Not even say, an evening out at a bar or club, or maybe a white linen suit an an all-white party?  I'm not trying to be faceetious, but you see these psreads in magazines showing how a suit can go from day into night, so I'm curious to undertand your perspective.

In neither of these cases would I wear a suit. For me, such occasions require sports jacket and tie. Any overdressing on facet's part comes from the suit, not from the tie.
My rationale is that suit = formal, open-necked shirt = casual. So suit + open-necked shirt = mixed message, mixed metaphor, mixed modes - a mixture of formal and casual is anathema to me. Until the 1990s this was an occasional passing fad, and I hope it passes on quickly!
The way to go "casualwards" from a suit is to the next ensemble "down", namely to blazer or sports jacket WITH TIE. I have for long been expressing, on SF, my very strong dislike of an open-necked shirt with any lapelled jacket, regarding the look as unfinished and sloppy.
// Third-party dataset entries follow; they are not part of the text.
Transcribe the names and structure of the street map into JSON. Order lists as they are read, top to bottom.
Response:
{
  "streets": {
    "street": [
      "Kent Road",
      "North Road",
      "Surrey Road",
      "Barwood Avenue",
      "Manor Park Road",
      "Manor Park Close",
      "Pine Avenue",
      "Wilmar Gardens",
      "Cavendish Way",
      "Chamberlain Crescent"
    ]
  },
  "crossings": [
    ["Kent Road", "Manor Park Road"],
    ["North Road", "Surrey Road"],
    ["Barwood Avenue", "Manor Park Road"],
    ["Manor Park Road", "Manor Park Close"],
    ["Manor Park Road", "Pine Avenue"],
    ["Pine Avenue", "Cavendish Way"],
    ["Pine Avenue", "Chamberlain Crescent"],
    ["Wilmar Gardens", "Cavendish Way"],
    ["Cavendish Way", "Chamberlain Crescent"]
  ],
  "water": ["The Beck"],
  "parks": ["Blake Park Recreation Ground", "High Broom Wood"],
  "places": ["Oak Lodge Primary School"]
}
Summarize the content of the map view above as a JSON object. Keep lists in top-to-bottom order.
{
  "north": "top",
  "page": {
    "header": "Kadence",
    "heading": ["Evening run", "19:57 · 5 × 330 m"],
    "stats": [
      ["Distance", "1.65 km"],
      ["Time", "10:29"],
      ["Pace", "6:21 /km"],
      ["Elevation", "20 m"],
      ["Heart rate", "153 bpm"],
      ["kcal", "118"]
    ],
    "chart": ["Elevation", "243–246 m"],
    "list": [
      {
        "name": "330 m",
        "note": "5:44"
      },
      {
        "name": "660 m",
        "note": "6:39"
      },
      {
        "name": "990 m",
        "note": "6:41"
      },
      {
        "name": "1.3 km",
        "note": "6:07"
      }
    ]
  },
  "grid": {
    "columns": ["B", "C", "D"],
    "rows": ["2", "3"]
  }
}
I have held this opinion for a very long time and am not going to be persuaded otherwise. In my turn, I cannot understand the (very largely) American dislike of wearing shirt and tie without jacket, which is perfectly fine by me.
What about a light or medium grey suit with a fine black turtleneck?  This doesn't work?

The style works with "brown-shoe" rather than "black-shoe" clothes, so not with the colours you name. I like the look of a tweed suit with a turtleneck, in "autumn" or "earth" colours, but find grey and black too "formal" or "cityish" for the combination. So this point is not entirely irrelevant to the topic of this thread.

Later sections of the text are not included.